Much of the testing was done at a place on the Baltic Sea called Peenemünde and one story I remember was about a night launch. It burned an indelible image in my mind. I can still conjure up the launch: the rocket ignition almost impossibly bright on the dark launching pad, the engine coming up to full thrust with the roar drowning out all other noise, the rocket slowly – at first – lifting, levitating really, off the ground; pushing itself into the sky on a tail of flame. Then, engine cut-off as the missile goes ballistic and is lost in the silence and darkness.
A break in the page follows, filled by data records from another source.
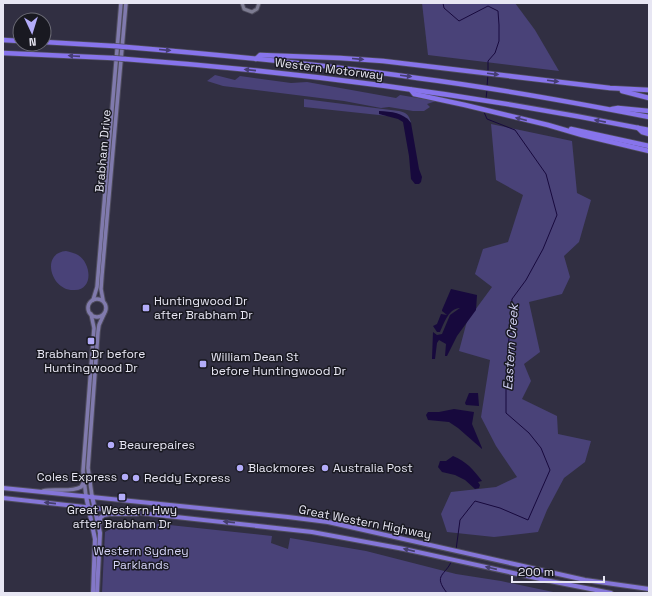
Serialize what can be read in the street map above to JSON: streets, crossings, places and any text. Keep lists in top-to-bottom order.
{
  "streets": {
    "highway": ["Western Motorway", "Great Western Highway"],
    "main road": ["Brabham Drive"]
  },
  "water": ["Eastern Creek"],
  "parks": ["Western Sydney Parklands"],
  "places": {
    "transit": [
      "Huntingwood Dr after Brabham Dr",
      "Brabham Dr before Huntingwood Dr",
      "William Dean St before Huntingwood Dr",
      "Great Western Hwy after Brabham Dr"
    ],
    "other": [
      "Beaurepaires",
      "Blackmores",
      "Australia Post",
      "Coles Express",
      "Reddy Express"
    ]
  },
  "scale_bar": "200 m",
  "north": "bottom"
}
Only moments later to reappear as it passes above the shadow of the earth and enters sunlight again.

Almost every warm, summer, night, I see a mini-version of this as we sit in the twilight on our deck and see airplanes turning to land at San Francisco airport, thirty miles away.  We are sitting in the gloaming light and, above us, the airplanes turn orange in the sunset. The air is warm and soft, nobody will be killed, there is no roar, only the groan of the plane’s landing flaps opening; but I still think of it as the Peenemünde effect.

Henry Hill died

Henry Hill was a low level Mafioso in the Lucchese crime family. He became famous because, when he ratted out his buddies to the FBI, he ended up having two movies tell his story. Both Goodfellas and My Blue Heaven were roughly based on his life (My Blue Heaven more roughly). Goodfellas was Michele and my first date.

I once heard Pauline Kael  say that she would never date anybody who didn’t like the same movies that she did. At the time, it seemed like a good idea, and it still does. Our second movie was La Femme Nikita. 

A year or so later, still together and still enjoying the same movies, we went to see a revival of  The Wild Bunch at the Castro in San Francisco. Standing in line, we noticed two acquaintances we had met in Temenos workshops, Peter Kuhlman and Ophelia Ramirez, and we knew we would become friends.